Task requirements → Working from the top of the records below, reproduce each line exactly, ending once you have written the line containing "position:absolute; left:16px; top:16px;".

Input records →

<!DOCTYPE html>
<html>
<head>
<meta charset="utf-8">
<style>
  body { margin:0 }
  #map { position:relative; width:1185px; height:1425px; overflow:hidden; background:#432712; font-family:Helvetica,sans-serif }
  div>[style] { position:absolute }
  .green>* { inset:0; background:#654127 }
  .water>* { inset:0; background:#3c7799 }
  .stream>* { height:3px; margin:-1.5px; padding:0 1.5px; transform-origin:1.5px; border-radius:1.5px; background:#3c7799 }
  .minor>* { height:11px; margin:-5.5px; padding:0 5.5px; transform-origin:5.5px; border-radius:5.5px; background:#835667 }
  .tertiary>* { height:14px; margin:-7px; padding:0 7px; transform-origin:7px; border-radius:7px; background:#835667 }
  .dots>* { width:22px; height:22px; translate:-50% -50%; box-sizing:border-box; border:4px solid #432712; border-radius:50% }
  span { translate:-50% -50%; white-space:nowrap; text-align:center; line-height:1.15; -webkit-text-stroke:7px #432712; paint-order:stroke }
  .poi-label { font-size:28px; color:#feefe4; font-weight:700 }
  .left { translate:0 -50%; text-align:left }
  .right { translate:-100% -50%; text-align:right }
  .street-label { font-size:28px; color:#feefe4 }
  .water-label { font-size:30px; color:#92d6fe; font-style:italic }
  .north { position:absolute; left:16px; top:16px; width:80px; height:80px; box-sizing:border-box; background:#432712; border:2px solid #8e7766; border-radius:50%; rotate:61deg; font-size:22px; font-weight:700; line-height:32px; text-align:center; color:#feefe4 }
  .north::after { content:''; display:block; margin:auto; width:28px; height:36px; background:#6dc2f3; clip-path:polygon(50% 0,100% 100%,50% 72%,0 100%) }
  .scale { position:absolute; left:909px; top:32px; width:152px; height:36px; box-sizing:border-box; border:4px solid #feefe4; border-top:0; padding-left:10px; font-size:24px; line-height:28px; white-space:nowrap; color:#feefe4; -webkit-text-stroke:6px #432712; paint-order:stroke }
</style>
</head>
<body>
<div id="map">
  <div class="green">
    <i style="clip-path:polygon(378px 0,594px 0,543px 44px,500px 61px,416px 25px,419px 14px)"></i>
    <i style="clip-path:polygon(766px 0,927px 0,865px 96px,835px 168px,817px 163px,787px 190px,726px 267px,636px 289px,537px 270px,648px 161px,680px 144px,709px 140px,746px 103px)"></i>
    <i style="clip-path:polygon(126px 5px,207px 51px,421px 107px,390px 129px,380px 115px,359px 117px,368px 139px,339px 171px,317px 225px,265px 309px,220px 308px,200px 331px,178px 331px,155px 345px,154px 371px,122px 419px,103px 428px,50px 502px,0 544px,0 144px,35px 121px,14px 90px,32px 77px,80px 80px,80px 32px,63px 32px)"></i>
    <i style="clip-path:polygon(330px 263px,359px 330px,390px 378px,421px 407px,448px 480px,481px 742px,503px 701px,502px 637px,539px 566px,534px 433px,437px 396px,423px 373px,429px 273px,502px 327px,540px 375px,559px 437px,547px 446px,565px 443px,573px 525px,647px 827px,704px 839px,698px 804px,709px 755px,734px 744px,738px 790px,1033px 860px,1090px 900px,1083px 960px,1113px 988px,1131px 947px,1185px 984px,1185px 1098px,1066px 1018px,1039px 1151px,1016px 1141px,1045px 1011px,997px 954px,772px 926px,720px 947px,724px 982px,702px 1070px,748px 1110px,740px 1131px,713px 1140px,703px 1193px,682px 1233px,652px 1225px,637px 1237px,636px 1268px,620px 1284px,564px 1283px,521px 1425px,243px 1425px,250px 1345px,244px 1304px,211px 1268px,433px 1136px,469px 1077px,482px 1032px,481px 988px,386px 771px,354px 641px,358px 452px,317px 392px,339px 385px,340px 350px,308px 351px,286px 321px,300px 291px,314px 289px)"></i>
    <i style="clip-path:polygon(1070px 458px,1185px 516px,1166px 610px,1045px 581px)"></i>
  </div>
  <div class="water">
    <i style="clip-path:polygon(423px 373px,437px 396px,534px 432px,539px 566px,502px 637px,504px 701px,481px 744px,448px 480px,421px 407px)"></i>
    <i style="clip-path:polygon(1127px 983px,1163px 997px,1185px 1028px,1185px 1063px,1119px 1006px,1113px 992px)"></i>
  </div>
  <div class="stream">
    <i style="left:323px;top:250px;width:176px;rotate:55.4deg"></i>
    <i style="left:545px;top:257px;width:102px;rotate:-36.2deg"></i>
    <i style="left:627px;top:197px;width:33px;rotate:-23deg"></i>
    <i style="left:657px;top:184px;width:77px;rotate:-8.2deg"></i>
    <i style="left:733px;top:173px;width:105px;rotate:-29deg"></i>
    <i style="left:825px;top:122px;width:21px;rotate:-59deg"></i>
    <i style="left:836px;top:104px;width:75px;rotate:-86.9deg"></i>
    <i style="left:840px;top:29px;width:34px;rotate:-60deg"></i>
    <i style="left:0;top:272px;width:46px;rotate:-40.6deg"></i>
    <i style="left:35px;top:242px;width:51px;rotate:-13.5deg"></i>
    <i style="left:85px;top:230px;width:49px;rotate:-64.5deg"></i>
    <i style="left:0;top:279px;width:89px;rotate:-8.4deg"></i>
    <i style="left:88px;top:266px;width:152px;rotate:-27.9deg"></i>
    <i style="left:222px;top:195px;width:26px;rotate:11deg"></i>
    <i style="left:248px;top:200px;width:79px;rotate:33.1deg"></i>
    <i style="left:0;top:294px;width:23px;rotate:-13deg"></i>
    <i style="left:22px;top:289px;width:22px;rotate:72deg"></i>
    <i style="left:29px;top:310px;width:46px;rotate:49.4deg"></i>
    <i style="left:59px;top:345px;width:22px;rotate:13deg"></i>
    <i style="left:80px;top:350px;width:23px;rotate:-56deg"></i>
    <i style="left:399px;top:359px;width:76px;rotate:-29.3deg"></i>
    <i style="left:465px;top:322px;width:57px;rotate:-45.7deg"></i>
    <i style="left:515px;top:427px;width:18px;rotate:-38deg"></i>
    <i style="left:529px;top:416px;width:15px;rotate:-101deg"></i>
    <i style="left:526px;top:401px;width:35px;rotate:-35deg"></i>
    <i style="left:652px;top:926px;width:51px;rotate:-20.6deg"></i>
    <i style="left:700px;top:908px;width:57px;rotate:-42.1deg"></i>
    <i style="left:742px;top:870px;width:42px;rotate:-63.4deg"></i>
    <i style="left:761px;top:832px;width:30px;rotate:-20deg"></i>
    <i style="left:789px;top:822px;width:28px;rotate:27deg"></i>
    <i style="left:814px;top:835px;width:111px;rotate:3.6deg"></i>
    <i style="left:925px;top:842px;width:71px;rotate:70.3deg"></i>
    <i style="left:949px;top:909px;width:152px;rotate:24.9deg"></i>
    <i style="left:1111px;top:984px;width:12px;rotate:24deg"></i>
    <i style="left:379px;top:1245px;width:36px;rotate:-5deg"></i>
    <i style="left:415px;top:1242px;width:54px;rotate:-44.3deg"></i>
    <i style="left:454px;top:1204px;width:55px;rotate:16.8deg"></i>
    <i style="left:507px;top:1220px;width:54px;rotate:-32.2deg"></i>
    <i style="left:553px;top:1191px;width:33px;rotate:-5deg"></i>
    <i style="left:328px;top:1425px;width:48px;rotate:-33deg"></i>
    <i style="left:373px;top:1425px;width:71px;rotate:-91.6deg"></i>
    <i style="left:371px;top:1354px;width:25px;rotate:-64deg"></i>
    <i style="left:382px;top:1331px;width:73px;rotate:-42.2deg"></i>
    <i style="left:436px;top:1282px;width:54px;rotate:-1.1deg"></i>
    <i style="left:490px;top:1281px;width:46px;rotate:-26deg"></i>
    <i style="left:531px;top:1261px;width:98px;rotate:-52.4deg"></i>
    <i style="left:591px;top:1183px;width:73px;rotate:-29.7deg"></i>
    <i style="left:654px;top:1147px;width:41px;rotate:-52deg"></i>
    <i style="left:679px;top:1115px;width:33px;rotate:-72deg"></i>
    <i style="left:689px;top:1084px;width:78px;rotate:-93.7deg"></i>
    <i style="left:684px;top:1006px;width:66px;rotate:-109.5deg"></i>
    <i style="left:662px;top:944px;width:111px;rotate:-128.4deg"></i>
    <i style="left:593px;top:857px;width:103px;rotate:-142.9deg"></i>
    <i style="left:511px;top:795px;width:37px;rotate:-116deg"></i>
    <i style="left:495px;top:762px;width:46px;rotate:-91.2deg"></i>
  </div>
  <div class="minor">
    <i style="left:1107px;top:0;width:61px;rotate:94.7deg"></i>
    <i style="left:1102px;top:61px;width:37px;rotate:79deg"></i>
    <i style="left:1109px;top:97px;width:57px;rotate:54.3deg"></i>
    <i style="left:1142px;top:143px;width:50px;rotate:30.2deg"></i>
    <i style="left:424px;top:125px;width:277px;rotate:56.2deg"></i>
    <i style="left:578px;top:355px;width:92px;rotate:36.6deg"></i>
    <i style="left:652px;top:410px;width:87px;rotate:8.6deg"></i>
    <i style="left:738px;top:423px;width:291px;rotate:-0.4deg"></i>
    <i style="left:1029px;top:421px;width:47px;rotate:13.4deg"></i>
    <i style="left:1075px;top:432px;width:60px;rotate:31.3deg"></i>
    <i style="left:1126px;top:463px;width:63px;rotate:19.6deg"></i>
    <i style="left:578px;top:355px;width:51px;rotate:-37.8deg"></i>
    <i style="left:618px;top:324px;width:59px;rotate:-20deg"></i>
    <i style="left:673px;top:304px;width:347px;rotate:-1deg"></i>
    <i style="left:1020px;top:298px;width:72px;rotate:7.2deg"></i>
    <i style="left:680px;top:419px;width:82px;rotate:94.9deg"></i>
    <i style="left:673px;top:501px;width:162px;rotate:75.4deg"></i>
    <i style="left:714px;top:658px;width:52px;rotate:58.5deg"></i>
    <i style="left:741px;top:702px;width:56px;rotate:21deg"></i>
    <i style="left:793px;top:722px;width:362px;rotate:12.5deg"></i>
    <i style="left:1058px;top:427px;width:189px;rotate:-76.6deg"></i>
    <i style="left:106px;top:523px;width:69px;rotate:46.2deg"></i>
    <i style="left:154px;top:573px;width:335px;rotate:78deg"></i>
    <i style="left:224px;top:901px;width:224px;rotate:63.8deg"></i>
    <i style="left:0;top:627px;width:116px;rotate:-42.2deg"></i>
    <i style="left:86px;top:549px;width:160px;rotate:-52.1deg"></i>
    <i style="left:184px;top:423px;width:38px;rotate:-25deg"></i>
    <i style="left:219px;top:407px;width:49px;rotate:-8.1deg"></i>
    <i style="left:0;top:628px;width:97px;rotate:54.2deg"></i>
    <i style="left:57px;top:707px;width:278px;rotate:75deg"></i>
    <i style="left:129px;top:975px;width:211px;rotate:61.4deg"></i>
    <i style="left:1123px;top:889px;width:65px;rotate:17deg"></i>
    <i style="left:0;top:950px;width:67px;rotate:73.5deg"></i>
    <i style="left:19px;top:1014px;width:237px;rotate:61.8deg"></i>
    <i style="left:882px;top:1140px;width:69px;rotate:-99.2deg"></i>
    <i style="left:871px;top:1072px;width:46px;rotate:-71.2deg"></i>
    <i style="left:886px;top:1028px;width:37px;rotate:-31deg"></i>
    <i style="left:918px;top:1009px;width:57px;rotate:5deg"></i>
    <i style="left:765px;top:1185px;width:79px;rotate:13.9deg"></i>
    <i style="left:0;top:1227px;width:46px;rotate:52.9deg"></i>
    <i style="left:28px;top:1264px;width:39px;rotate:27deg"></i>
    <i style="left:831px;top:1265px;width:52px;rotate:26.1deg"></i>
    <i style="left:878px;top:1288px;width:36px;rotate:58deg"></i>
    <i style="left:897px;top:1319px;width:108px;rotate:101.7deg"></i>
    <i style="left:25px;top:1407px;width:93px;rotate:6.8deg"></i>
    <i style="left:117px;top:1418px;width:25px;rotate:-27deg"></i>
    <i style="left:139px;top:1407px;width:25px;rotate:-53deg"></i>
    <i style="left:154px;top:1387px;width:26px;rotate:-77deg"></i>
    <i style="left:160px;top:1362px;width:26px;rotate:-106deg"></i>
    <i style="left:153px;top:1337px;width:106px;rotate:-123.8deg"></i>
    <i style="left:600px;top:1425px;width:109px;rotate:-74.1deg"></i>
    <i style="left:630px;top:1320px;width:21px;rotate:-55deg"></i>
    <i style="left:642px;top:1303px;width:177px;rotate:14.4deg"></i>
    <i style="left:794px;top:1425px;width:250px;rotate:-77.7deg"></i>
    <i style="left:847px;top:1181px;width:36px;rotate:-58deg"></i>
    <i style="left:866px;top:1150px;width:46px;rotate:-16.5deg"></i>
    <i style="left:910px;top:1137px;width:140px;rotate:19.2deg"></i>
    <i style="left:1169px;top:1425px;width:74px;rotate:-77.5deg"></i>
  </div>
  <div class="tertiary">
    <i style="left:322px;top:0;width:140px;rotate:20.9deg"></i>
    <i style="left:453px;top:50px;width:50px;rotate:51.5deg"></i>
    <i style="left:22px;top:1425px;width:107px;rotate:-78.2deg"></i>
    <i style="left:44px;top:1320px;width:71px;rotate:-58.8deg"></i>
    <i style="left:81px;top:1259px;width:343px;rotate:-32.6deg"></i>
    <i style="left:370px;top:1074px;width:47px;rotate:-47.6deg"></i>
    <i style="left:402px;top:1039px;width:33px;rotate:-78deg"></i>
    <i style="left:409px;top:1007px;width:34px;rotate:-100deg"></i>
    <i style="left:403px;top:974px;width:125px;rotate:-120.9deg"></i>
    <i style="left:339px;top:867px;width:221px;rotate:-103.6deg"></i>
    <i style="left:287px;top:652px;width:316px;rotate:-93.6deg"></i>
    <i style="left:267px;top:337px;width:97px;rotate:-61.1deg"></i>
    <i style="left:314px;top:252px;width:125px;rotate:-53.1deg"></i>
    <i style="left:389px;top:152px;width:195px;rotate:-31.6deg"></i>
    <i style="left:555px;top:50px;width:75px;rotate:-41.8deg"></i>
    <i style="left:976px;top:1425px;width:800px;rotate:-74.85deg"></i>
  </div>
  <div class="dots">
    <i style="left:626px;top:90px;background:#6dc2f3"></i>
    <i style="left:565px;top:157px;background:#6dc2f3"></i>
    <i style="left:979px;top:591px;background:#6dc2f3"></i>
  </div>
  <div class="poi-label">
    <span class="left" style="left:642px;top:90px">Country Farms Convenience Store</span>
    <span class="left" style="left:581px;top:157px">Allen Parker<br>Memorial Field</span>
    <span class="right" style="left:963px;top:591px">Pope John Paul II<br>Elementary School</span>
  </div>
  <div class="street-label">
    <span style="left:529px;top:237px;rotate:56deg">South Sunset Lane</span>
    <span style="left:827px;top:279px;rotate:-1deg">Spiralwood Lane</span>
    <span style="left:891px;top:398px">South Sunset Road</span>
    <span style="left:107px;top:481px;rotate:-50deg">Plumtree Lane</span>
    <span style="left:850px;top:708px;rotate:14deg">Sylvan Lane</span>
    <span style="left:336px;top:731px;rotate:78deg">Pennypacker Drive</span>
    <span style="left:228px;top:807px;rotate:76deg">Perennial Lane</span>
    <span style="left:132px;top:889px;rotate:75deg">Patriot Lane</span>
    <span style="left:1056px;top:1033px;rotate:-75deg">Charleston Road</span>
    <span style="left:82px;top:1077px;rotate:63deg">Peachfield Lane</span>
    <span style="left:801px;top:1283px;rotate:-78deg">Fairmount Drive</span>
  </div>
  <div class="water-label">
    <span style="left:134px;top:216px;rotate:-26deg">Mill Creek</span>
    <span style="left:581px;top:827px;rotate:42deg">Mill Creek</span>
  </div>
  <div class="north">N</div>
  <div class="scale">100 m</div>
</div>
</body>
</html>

Answer below →
<!DOCTYPE html>
<html>
<head>
<meta charset="utf-8">
<style>
  body { margin:0 }
  #map { position:relative; width:1185px; height:1425px; overflow:hidden; background:#432712; font-family:Helvetica,sans-serif }
  div>[style] { position:absolute }
  .green>* { inset:0; background:#654127 }
  .water>* { inset:0; background:#3c7799 }
  .stream>* { height:3px; margin:-1.5px; padding:0 1.5px; transform-origin:1.5px; border-radius:1.5px; background:#3c7799 }
  .minor>* { height:11px; margin:-5.5px; padding:0 5.5px; transform-origin:5.5px; border-radius:5.5px; background:#835667 }
  .tertiary>* { height:14px; margin:-7px; padding:0 7px; transform-origin:7px; border-radius:7px; background:#835667 }
  .dots>* { width:22px; height:22px; translate:-50% -50%; box-sizing:border-box; border:4px solid #432712; border-radius:50% }
  span { translate:-50% -50%; white-space:nowrap; text-align:center; line-height:1.15; -webkit-text-stroke:7px #432712; paint-order:stroke }
  .poi-label { font-size:28px; color:#feefe4; font-weight:700 }
  .left { translate:0 -50%; text-align:left }
  .right { translate:-100% -50%; text-align:right }
  .street-label { font-size:28px; color:#feefe4 }
  .water-label { font-size:30px; color:#92d6fe; font-style:italic }
  .north { position:absolute; left:16px; top:16px; width:80px; height:80px; box-sizing:border-box; background:#432712; border:2px solid #8e7766; border-radius:50%; rotate:61deg; font-size:22px; font-weight:700; line-height:32px; text-align:center; color:#feefe4 }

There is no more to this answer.